***** Listed entries *****

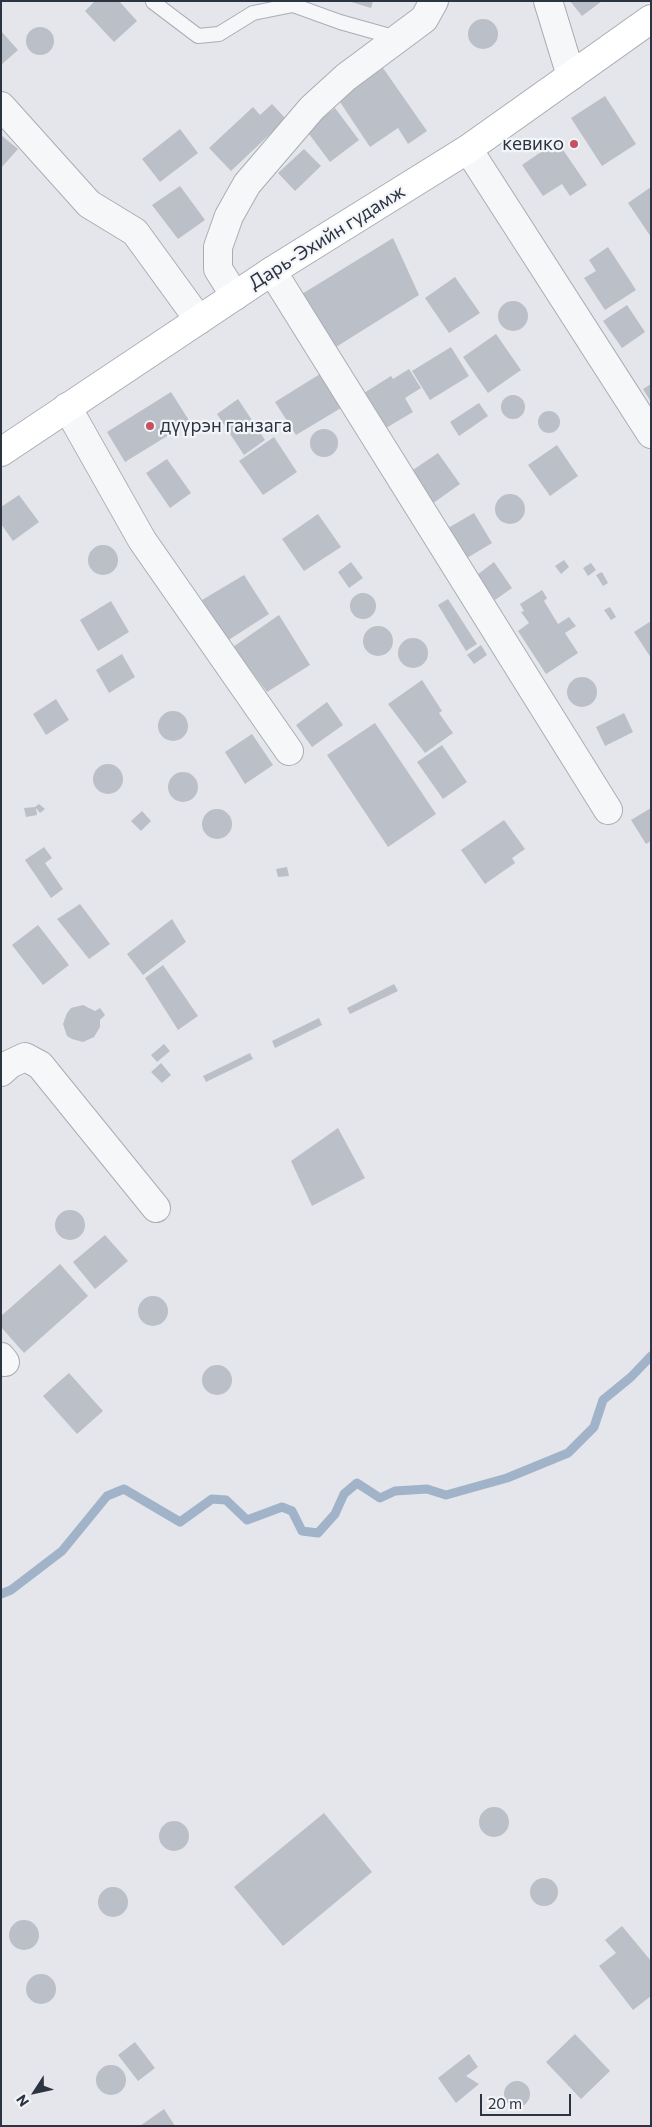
<!DOCTYPE html>
<html>
<head>
<meta charset="utf-8">
<style>
	body { margin:0 }
	#map { position:relative; width:652px; height:2127px; overflow:hidden; background:#e4e6eb; font-family:Commissioner,sans-serif }
	canvas { display:block }
	.frame { position:absolute; inset:0; border:2px solid #2c3442; pointer-events:none }
	.north { position:absolute; left:10px; top:2067px; width:50px; height:50px; -webkit-text-stroke:4px #f3f5f8; paint-order:stroke; rotate:235deg; font-size:14px; font-weight:700; line-height:20px; text-align:center; color:#2c3442 }
	.north::after { content:''; display:block; margin:auto; width:18px; height:22px; background:#2c3442; clip-path:polygon(50% 0,100% 100%,50% 72%,0 100%) }
	.scale { position:absolute; left:480px; top:2094px; width:91px; height:22px; box-sizing:border-box; border:2px solid #2c3442; border-top:0; padding-left:6px; font-size:15px; line-height:18px; white-space:nowrap; color:#2c3442; -webkit-text-stroke:4px #f3f5f8; paint-order:stroke }
</style>
</head>
<body>
<div id="map">
<canvas width="652" height="2127"></canvas>
<div class="frame"></div>
<div class="north">N</div>
<div class="scale">20 m</div>
</div>
<script>
const g = document.querySelector('canvas').getContext('2d');
g.lineJoin = 'round';
function trace(path, color, width, dash) {
  g.strokeStyle = color;
  g.lineWidth = width;
  g.lineCap = dash ? 'butt' : 'round';
  g.setLineDash(dash || []);
  g.stroke(path);
}
function fillPath(path, color) {
  g.fillStyle = color;
  g.fill(path, 'evenodd');
}
function label(font, color, halo, rows, align = 'center') {
  g.font = font + ' Commissioner,sans-serif';
  g.lineWidth = 4.5;
  g.setLineDash([]);
  g.textBaseline = 'middle';
  g.strokeStyle = halo;
  g.fillStyle = color;
  for (const [text, x, y, turn = 0] of rows) {
    g.save();
    g.translate(x, y);
    g.rotate((+turn || 0) * Math.PI / 180);
    g.textAlign = isNaN(turn) ? turn : align;
    if (halo) g.strokeText(text, 0, 0);
    g.fillText(text, 0, 0);
    g.restore();
  }
}
trace(new Path2D(`
	M1 1594 11 1590 62 1551 107 1496 124 1489 180 1522 212 1499 226 1500 247 1520 282 1507 292 1511 302 1531 318 1533 335 1514 344 1494 357 1483 380 1498 395 1491 427 1489 446 1495 507 1478 568 1453 594 1427 603 1400 631 1377 651 1356`), '#a1b3c8', 9);
fillPath(new Path2D(`
	M95 1H119L137 21 114 42 85 11Z
	M348 1H373L371 8Z
	M570 1H602L582 16Z
	M468 34a15 15 0 1 1 30 0a15 15 0 1 1-30 0Z
	M26 41a14 14 0 1 1 28 0a14 14 0 1 1-28 0Z
	M1 31 18 50 1 65Z
	M383 68 427 131 408 144 398 128 370 147 338 99Z
	M605 96 636 144 602 166 571 118Z
	M272 104 286 119 231 171 209 148 253 107 260 115Z
	M335 108 359 140 330 162 306 130Z
	M180 129 198 153 160 182 142 159Z
	M1 135 18 149 1 168Z
	M557 141 587 185 570 196 562 184 543 196 522 165Z
	M304 149 321 166 295 191 278 173Z
	M180 186 205 220 178 239 152 205Z
	M651 187V237L628 203Z
	M393 238 419 295 336 347 302 294Z
	M608 247 636 290 605 310 584 278 596 271 589 260Z
	M455 277 480 313 449 333 425 298Z
	M498 316a15 15 0 1 1 30 0a15 15 0 1 1-30 0Z
	M627 305 645 332 622 348 603 321Z
	M496 334 521 370 488 393 463 357Z
	M451 347 469 376 430 400 412 371Z
	M409 369 421 388 405 398 413 412 386 428 364 393 391 376 393 379Z
	M320 374 341 408 296 435 275 402Z
	M651 384V402L643 389Z
	M171 392 190 422 125 462 107 432Z
	M501 407a12 12 0 1 1 24 0a12 12 0 1 1-24 0Z
	M238 399 265 440 244 455 217 414Z
	M479 403 488 416 459 436 450 422Z
	M538 422a11 11 0 1 1 22 0a11 11 0 1 1-22 0Z
	M310 443a14 14 0 1 1 28 0a14 14 0 1 1-28 0Z
	M274 437 297 472 263 495 239 461Z
	M557 445 578 476 550 496 528 465Z
	M438 453 460 484 432 504 410 472Z
	M167 459 191 493 170 508 146 473Z
	M495 509a15 15 0 1 1 30 0a15 15 0 1 1-30 0Z
	M19 495 39 522 13 541 1 524V507Z
	M474 513 492 543 467 558 448 528Z
	M318 514 341 547 304 571 282 539Z
	M88 560a15 15 0 1 1 30 0a15 15 0 1 1-30 0Z
	M564 560 569 567 561 574 555 566Z
	M351 562 363 578 349 588 338 572Z
	M494 562 512 588 495 600 477 575Z
	M591 563 596 570 588 576 583 568Z
	M602 572 608 583 603 586 596 575Z
	M244 575 269 614 227 641 202 600Z
	M542 590 547 598 544 601 558 624 569 617 576 626 565 633 578 653 546 674 518 631 529 623 521 612 524 611 520 604Z
	M350 606a13 13 0 1 1 26 0a13 13 0 1 1-26 0Z
	M448 599 477 644 466 651 438 605Z
	M111 601 129 632 98 651 80 620Z
	M610 607 616 617 611 620 604 610Z
	M279 615 310 665 267 692 233 647Z
	M651 621V658L634 632Z
	M363 641a15 15 0 1 1 30 0a15 15 0 1 1-30 0Z
	M398 653a15 15 0 1 1 30 0a15 15 0 1 1-30 0Z
	M481 645 487 655 474 664 467 655Z
	M122 654 135 677 109 693 96 670Z
	M567 692a15 15 0 1 1 30 0a15 15 0 1 1-30 0Z
	M422 680 442 711 439 713 453 733 425 753 388 704Z
	M56 699 69 720 46 735 33 714Z
	M327 702 343 725 312 747 296 725Z
	M158 726a15 15 0 1 1 30 0a15 15 0 1 1-30 0Z
	M624 713 633 732 605 746 596 727Z
	M375 723 436 814 388 847 327 755Z
	M252 734 273 765 245 784 225 752Z
	M442 745 467 782 443 799 417 762Z
	M93 779a15 15 0 1 1 30 0a15 15 0 1 1-30 0Z
	M168 787a15 15 0 1 1 30 0a15 15 0 1 1-30 0Z
	M39 804 45 809 40 813 36 808 37 815 26 817 24 808 35 807Z
	M651 808V841L646 844 631 820Z
	M202 824a15 15 0 1 1 30 0a15 15 0 1 1-30 0Z
	M142 811 151 821 141 831 131 821Z
	M504 820 525 849 512 858 515 863 485 884 461 850Z
	M44 847 52 858 45 863 63 889 51 898 25 860Z
	M287 867 289 876 278 877 276 869Z
	M80 904 110 944 89 959 57 919Z
	M172 919 186 942 143 975 127 954Z
	M38 925 69 965 43 985 12 945Z
	M163 965 198 1016 178 1030 145 978Z
	M394 984 398 991 350 1014 347 1008Z
	M83 1005 95 1011 100 1008 105 1015 100 1020V1027L94 1037 83 1042 72 1039 67 1036 63 1024 67 1013 71 1008Z
	M319 1018 322 1025 275 1048 272 1041Z
	M164 1044 170 1051 157 1062 151 1055Z
	M250 1053 253 1059 206 1082 203 1076Z
	M161 1063 171 1075 162 1083 151 1072Z
	M338 1128 365 1178 312 1206 291 1161Z
	M55 1225a15 15 0 1 1 30 0a15 15 0 1 1-30 0Z
	M105 1235 128 1261 95 1289 73 1262Z
	M60 1264 88 1296 24 1353 1 1327V1316Z
	M138 1311a15 15 0 1 1 30 0a15 15 0 1 1-30 0Z
	M202 1380a15 15 0 1 1 30 0a15 15 0 1 1-30 0Z
	M69 1373 103 1411 77 1434 43 1396Z
	M479 1822a15 15 0 1 1 30 0a15 15 0 1 1-30 0Z
	M324 1813 372 1872 283 1946 234 1887Z
	M159 1836a15 15 0 1 1 30 0a15 15 0 1 1-30 0Z
	M530 1892a14 14 0 1 1 28 0a14 14 0 1 1-28 0Z
	M98 1902a15 15 0 1 1 30 0a15 15 0 1 1-30 0Z
	M9 1935a15 15 0 1 1 30 0a15 15 0 1 1-30 0Z
	M622 1926 651 1961V1996L633 2010 599 1966 616 1953 605 1940Z
	M26 1989a15 15 0 1 1 30 0a15 15 0 1 1-30 0Z
	M575 2034 610 2071 581 2099 546 2062Z
	M135 2042 155 2068 138 2081 118 2055Z
	M469 2054 478 2067 466 2076 479 2084 456 2103 438 2078Z
	M96 2080a15 15 0 1 1 30 0a15 15 0 1 1-30 0Z
	M504 2094a13 13 0 1 1 26 0a13 13 0 1 1-26 0Z
	M164 2109 175 2126H140Z`), '#bbbfc7');
const service = new Path2D(`
	M153 2 198 36 219 34 253 13 293 5 340 22 397 38`);
const minor = new Path2D(`
	M548 1 571 76
	M1 106 89 204 135 232 199 320
	M468 149 651 434
	M272 271 608 810
	M235 296 218 269V247L229 216 247 184 312 108 346 77 424 19 434 1
	M67 407 142 540 289 751
	M1 1072 10 1064 25 1057 40 1065 156 1208
	M1 1357 5 1362`);
const secondary = new Path2D(`
	M1 452 272 271 468 149 651 19`);
trace(service, '#a9adb5', 16);
trace(minor, '#a9adb5', 30);
trace(secondary, '#a9adb5', 30);
trace(service, '#f6f7f9', 14);
trace(minor, '#f6f7f9', 28);
trace(secondary, '#fff', 28);
for (const [x, y, r, color] of [
	[574,144,5,"#c75160"],
	[150,426,5,"#c75160"]
]) {
  const dot = new Path2D();
  dot.arc(x, y, r, 0, 2 * Math.PI);
  g.fillStyle = color;
  g.fill(dot);
  trace(dot, '#f3f5f8', 2);
}
label('19px', '#2c3442', '#f3f5f8', [
	["кевико",564,144],
	["дүүрэн ганзага",160,426,"left"]
], 'right');
label('19px', '#2c3442', '#f3f5f8', [
	["Дарь-Эхийн гудамж",327,237,-32]
]);
</script>
</body>
</html>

*****

What the exercise asks: In the records above, tally the lines where the word "turn" appears, and give the number and nothing else.

Result for this exercise: 3